Leave it to Reason to pick out a billionaire as a martyr. Normally when I hear about free speech heroes, they've said something. Apparently, what Jimmy Lai stands against is the extension of China's "illiberalism" to Hong Kong.

What exactly is that supposed to be describing, and what is he against? If all he's against is the financial setup that allowed him to become as rich as he did, and the fact that he would have to deal with new masters as Hong Kong's colonial period was ended, why the hell should I care? What does Jimmy Lai stand for that China stands against that I should care about?

"Illiberalism."

Meanwhile, the EU just unpersoned a Swiss citizen, a writer, Jacques Baud*, for not taking the European side in the US-Russia conflict. Not for lying about it, but simply for not taking the European side. Not that Reason would support that, either, but China doesn't have any monopoly on "illiberalism," and illiberalism in the control of speech is far more important to me than the oppression of billionaires.
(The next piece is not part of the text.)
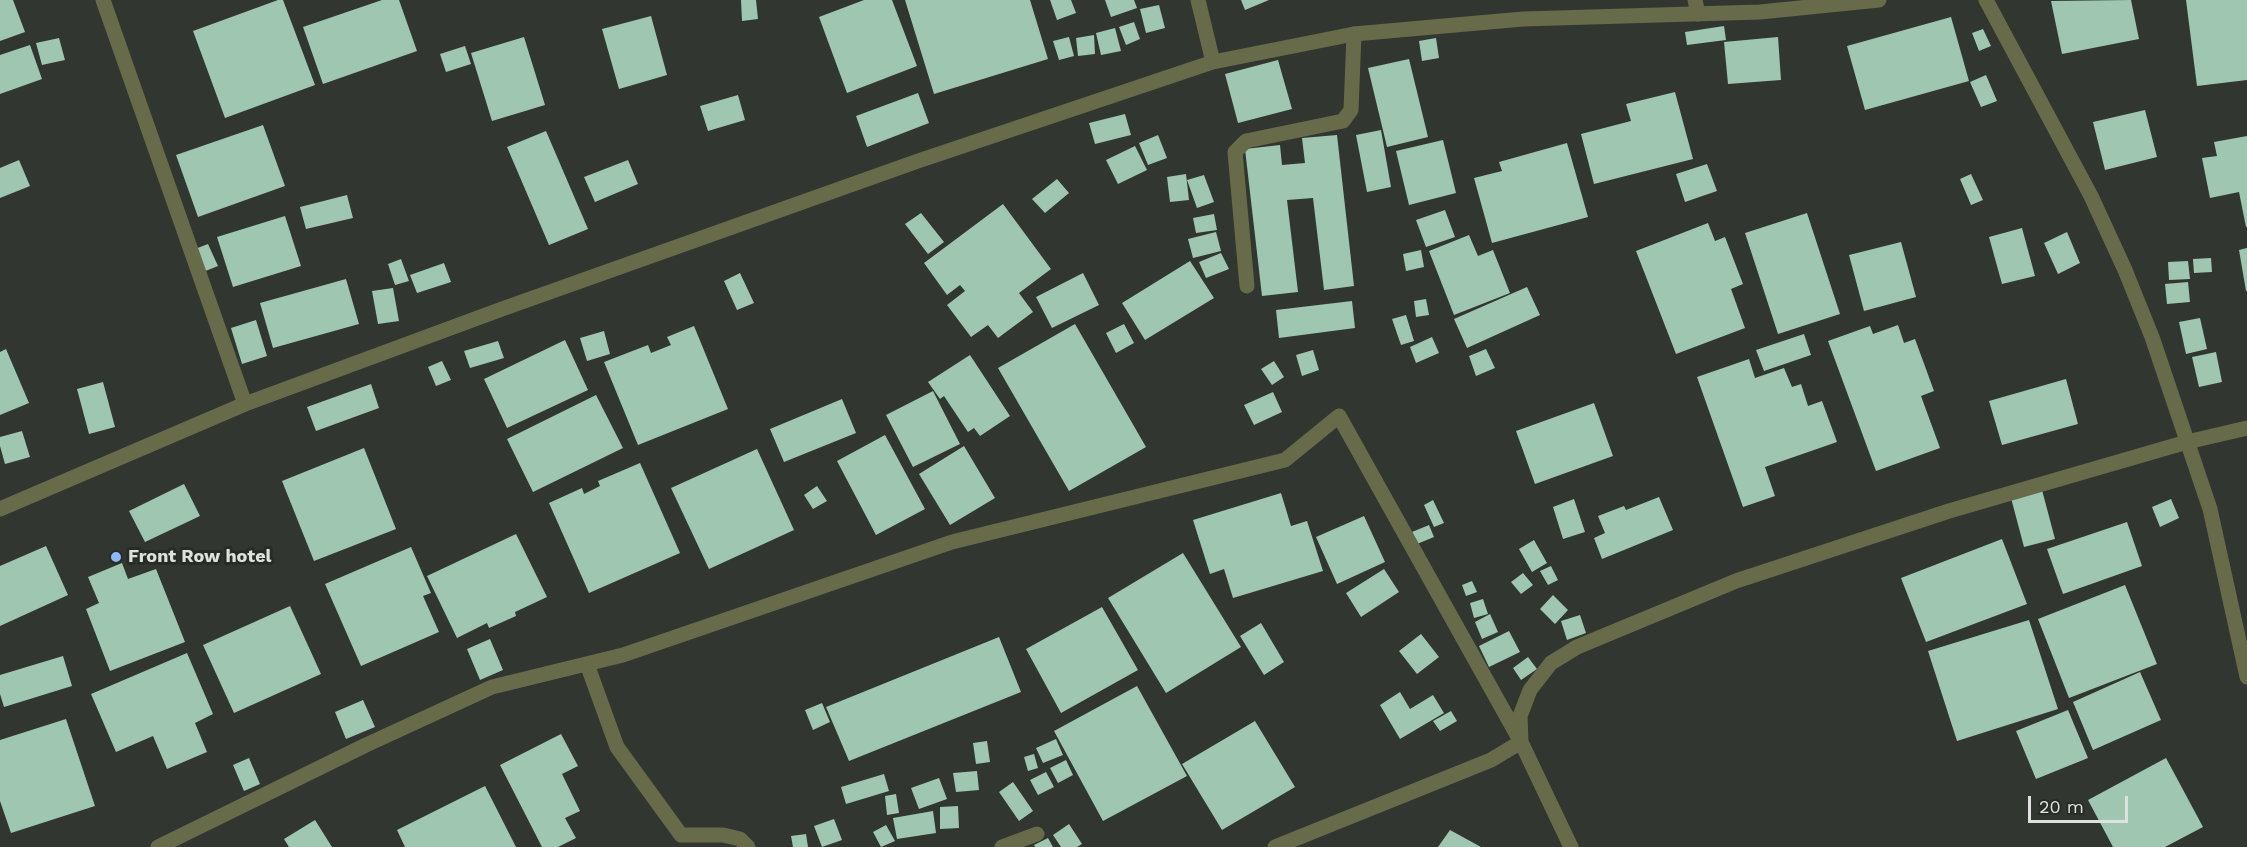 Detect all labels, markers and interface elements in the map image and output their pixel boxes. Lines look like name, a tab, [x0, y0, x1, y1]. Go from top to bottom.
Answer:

Lai's just getting Khodorkovsky'd: some of the rich think they're beyond government, when they operate purely through the blessing of and coddling by governments. You would think you would know that when all you do is accumulate and trade government promises in the form of currency, but the amount of praise you get as a disturbingly rich person must destroy brain function to some extent. There has got to be some atrophy in your sense of cause and effect and a distortion of your place in the world when you're on top in every room.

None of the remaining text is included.